Así, pues, descubrimiento progresivo, mestizaje somático y espiritual, fundación de ciudades y de nuevas instituciones de gobierno, aunque tan conocidas y objeto de inmensa bibliografía, considerémoslos desde el punto de vista en que me he colocado. No fueron meros instrumentos de “dominación” (en el sentido un tanto peyorativo que suele dársele a este término en nuestros días) sino vías de emersión de originalidad americana en cuanto no podían no enraizarse en la originariedad del mundo precolombino.

Las instituciones existían allende y aquende el Océano: dos fundamentales en España, la Casa de Contratación de Sevilla (erigida en 1503, suprimida en 1790) y el Real Consejo de Indias (fundado en 1519 y suprimido en 1834). Mientras la primera regulaba el despacho de armadas, flotas y diversos navíos, el segundo era el organismo de gobierno referido tanto a lo civil como a lo religioso, de tanta importancia en la mutua asimilación de españoles e indios.

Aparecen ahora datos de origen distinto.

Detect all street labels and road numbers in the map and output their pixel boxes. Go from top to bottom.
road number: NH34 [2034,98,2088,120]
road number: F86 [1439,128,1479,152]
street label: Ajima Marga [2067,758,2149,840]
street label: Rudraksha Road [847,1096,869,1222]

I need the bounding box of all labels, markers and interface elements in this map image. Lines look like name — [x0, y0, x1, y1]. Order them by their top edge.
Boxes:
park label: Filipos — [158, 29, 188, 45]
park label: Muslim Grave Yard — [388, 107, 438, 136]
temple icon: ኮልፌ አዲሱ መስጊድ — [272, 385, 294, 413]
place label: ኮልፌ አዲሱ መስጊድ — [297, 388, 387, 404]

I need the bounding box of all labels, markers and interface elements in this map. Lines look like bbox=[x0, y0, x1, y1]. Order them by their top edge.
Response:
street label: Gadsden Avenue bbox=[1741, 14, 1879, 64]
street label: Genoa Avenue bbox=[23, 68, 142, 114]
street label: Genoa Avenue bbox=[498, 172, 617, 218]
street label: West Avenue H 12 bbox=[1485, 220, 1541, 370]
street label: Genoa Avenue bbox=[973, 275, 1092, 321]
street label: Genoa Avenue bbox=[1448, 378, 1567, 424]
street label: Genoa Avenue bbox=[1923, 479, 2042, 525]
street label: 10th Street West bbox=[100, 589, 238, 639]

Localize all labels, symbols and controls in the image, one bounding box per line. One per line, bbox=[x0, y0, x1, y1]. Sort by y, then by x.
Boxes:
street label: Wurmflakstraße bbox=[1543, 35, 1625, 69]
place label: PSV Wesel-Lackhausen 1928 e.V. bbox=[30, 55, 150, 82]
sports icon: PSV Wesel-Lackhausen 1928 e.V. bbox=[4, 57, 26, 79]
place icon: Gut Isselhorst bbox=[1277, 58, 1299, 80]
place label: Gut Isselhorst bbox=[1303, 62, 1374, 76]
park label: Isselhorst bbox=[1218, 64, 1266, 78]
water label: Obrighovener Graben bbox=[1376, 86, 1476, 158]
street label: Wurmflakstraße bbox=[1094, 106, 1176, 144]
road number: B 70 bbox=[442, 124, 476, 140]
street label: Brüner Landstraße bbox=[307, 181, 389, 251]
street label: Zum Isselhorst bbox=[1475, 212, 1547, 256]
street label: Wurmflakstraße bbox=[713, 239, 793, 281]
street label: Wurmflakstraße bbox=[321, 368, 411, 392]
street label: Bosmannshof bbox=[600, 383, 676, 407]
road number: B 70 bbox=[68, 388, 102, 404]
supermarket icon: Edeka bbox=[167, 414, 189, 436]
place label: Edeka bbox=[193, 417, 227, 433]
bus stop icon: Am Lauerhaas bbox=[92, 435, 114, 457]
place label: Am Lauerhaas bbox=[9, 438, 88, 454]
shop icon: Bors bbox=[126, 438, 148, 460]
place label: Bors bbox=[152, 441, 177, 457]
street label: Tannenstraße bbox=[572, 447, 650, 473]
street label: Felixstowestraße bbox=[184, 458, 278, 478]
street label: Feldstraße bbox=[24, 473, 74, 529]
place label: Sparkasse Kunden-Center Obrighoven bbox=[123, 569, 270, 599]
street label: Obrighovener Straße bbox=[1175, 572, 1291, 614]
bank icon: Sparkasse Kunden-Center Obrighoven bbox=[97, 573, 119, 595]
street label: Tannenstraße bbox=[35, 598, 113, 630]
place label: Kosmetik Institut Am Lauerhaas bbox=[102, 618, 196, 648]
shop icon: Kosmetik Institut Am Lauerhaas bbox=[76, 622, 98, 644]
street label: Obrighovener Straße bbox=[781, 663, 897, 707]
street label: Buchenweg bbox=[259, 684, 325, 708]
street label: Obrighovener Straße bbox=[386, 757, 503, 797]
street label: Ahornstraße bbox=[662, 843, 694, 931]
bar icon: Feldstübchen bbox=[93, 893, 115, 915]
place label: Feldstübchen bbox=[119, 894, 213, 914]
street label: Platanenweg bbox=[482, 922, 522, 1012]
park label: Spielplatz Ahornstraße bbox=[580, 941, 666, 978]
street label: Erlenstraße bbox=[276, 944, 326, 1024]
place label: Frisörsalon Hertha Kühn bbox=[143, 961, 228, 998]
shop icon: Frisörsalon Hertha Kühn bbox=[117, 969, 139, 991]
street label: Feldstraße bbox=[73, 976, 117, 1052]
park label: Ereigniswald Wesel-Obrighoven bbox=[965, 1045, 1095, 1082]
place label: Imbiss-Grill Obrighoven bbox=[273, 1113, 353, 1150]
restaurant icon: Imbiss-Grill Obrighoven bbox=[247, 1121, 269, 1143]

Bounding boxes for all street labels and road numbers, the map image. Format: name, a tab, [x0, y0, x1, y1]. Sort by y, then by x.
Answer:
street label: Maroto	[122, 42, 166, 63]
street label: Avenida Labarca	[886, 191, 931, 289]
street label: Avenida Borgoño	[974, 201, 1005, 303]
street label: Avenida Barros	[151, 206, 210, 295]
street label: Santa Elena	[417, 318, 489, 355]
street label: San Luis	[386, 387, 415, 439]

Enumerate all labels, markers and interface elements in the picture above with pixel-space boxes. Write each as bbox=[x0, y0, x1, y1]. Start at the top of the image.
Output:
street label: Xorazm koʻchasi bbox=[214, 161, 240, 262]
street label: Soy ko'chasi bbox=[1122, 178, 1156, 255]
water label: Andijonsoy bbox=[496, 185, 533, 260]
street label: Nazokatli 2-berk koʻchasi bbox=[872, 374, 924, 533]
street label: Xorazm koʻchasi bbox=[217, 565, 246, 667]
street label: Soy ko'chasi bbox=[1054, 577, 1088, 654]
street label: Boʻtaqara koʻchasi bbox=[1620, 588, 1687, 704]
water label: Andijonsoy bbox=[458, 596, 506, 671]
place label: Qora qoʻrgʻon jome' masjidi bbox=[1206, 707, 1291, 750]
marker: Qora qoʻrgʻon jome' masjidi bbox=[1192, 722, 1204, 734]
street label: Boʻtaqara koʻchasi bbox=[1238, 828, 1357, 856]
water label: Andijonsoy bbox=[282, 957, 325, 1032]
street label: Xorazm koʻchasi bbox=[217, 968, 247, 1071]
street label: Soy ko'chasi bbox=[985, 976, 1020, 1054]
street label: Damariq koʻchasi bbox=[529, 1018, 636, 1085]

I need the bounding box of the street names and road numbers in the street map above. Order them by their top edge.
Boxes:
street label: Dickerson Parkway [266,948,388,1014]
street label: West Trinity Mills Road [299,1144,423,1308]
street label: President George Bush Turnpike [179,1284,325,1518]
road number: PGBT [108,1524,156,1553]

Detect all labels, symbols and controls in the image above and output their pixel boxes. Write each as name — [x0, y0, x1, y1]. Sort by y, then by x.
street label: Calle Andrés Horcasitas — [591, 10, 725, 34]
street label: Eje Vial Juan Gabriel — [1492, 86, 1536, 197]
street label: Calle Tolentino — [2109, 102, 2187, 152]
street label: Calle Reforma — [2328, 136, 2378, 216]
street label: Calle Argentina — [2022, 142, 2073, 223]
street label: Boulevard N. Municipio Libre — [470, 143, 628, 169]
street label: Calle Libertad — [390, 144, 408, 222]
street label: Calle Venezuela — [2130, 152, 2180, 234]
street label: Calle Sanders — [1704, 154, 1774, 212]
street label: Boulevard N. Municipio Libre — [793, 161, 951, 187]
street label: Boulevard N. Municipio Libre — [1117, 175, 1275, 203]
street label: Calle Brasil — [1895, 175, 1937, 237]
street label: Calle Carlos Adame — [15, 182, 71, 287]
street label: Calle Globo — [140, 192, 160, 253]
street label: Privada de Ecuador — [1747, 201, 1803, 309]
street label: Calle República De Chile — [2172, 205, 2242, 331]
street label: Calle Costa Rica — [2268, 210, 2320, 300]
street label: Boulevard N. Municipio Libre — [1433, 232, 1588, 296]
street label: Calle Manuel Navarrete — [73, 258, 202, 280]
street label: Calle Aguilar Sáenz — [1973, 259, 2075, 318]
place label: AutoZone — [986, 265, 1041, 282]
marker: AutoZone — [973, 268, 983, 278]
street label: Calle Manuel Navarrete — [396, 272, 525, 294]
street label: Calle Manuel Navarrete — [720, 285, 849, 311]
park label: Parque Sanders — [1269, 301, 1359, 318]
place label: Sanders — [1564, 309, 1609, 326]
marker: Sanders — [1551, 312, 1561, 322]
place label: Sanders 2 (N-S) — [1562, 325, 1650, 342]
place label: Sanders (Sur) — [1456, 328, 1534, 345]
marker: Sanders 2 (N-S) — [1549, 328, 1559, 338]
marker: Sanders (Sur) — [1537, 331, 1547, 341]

En Indias, los Virreyes, de función ejecutiva limitada cuya principal misión no era otra que el servicio de Dios en beneficio de los naturales de modo que “sus almas se salven”; las Reales Audiencias, destinadas principalmente, no exclusivamente, a la administración de justicia; luego, los Gobernadores, quienes, cuando simultáneamente tenían funciones militares se denominaban también Capitanes Generales y, cuando estas funciones les eran conferidas desde su designación, Adelantados; por fin, los Cabildos fueron una institución de fundamental importancia por su representatividad social.

“El mismo día de la fundación de una ciudad se creaba el Cabildo (con sus Alcaldes -no más de dos- y regidores -entre 6 y 12-). Se trataba, en realidad, del antiguo «municipium» romano, persistente durante la reconquista en las ciudades españolas, y trasplantado a América con el mismo sentido de verdadera representatividad política que recuerda, como lo ha destacado Haring, el carácter de la antigua «polis» griega. Pero con una diferencia propiamente americana: incluía un distrito suburbano inmenso, de modo que las provincias hispanoamericanas, por lo tanto, eran en muchos casos un conjunto de municipios, los cuales... constituían los ladrillos que consolidaban toda la estructura política.”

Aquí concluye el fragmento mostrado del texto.